How important is the role of the US Navy in protecting the US territories and the allies in the Indo-Pacific against missile attacks from adversaries like China and North Korea?

This is a question that both the Houses of the US Congress – Senate and House of Representatives – will deliberate on while granting the budget requests of the Missile Defense Agency (MDA) of the US Department of Defense (DOD).

The MDA is charged with the mission to develop, test and field an integrated and layered Ballistic Missile Defense (BMD) system to defend the United States, US deployed forces, US allies, and partners against ballistic missiles of all ranges and in all phases of flight.

The FY2023 budget request is $24.7 billion for missile defense and $9.6 billion for MDA to deal with “the Ballistic Missile Threats.”

It may be noted that after an initial powered phase of flight, a ballistic missile leaves the atmosphere and follows an unpowered trajectory or flight path before reentering the atmosphere towards a predetermined target.

Ballistic missiles effectively range from a few hundred kilometers to more than 10,000 kilometers. Short-range ballistic missiles (SRBMs) range from 300-1,000 kilometers and are generally considered for tactical military use.
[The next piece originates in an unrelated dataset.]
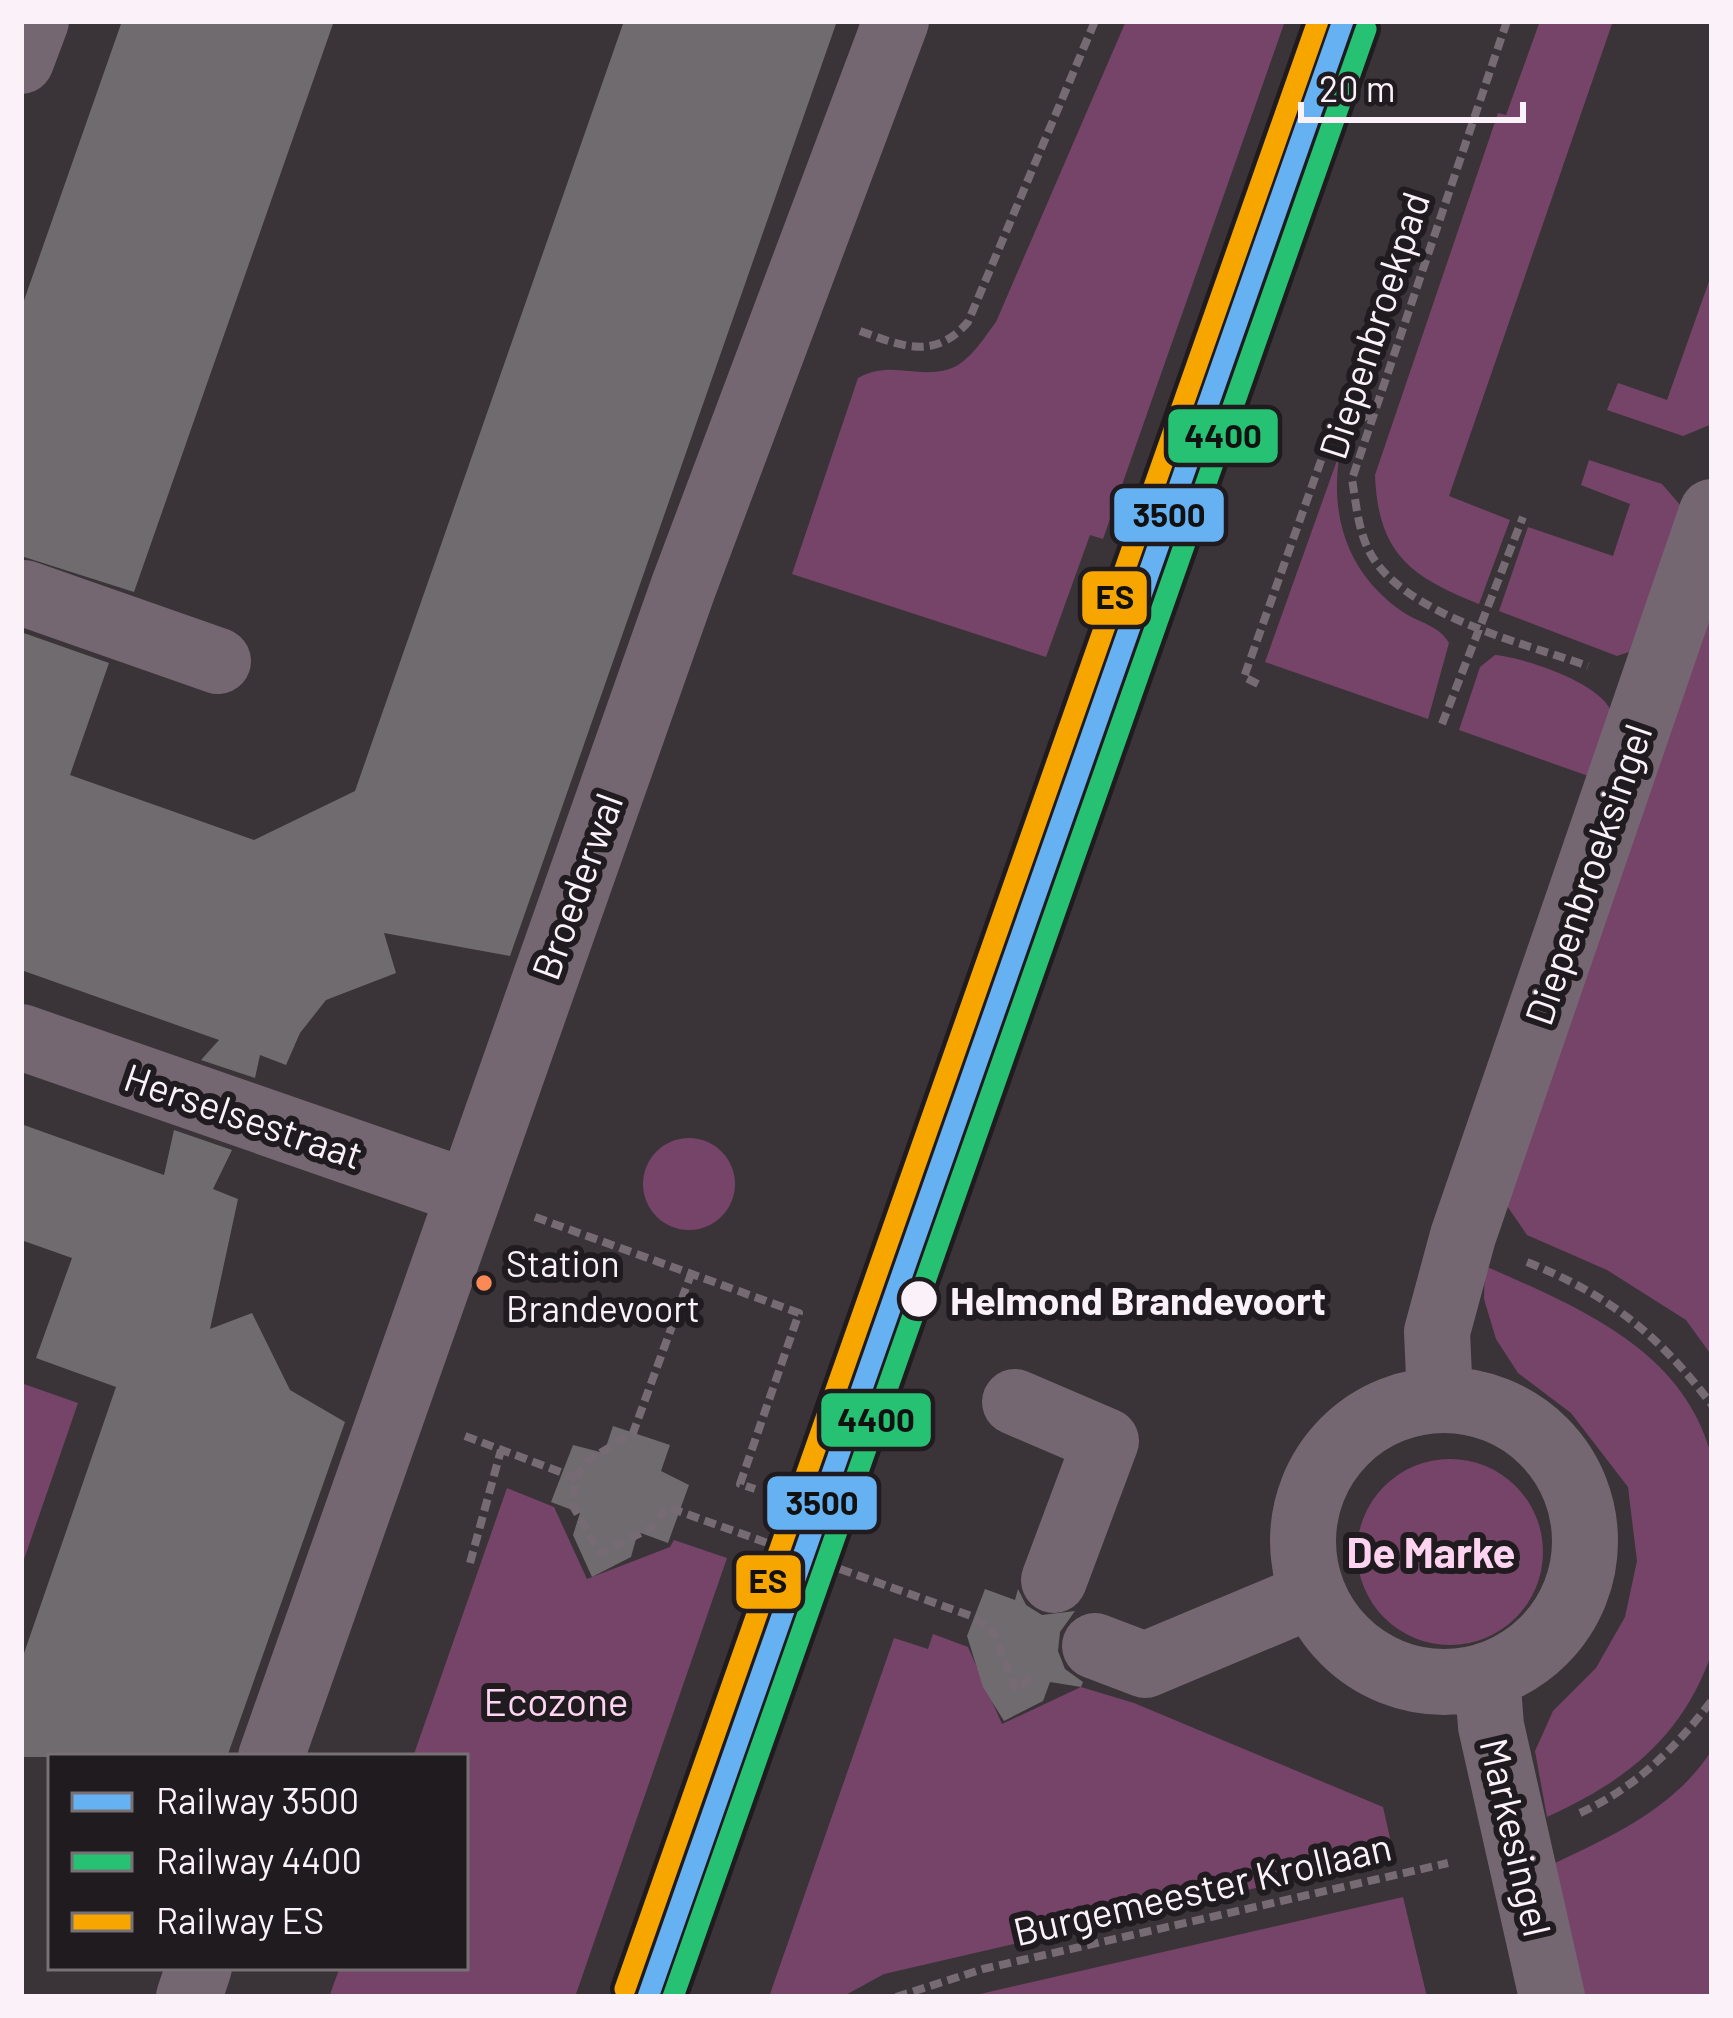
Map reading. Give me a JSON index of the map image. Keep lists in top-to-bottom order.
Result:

Medium-range ballistic missiles (MRBMs) range from 1,000 to 5,500 kilometers, although most are armed with conventional warheads that range less than 3,500 kilometers.

ICBMs (Intercontinental Ballistic Missiles) range from 5,500 kilometers and are generally considered strategic deterrent forces (with nuclear warheads).

US Ballistic Missile Defense System

The significant elements of the US BMDS include the Ground-Based Midcourse Defense (GMD) system, which is designed to destroy a limited attack in space from ICBMs; the Terminal High Altitude Area Defense (THAAD) system, a highly mobile, rapidly deployable system designed to shoot down incoming short- and medium-range missiles during their final or terminal phase of flight and protect a broad area coverage against threats to population centers and industrial resources as well as military forces; and  Patriot Advanced Capability-3 (PAC-3), a mobile and transportable system designed to defend areas such as military bases and airfields from advanced aircraft, cruise missiles, and tactical ballistic missiles.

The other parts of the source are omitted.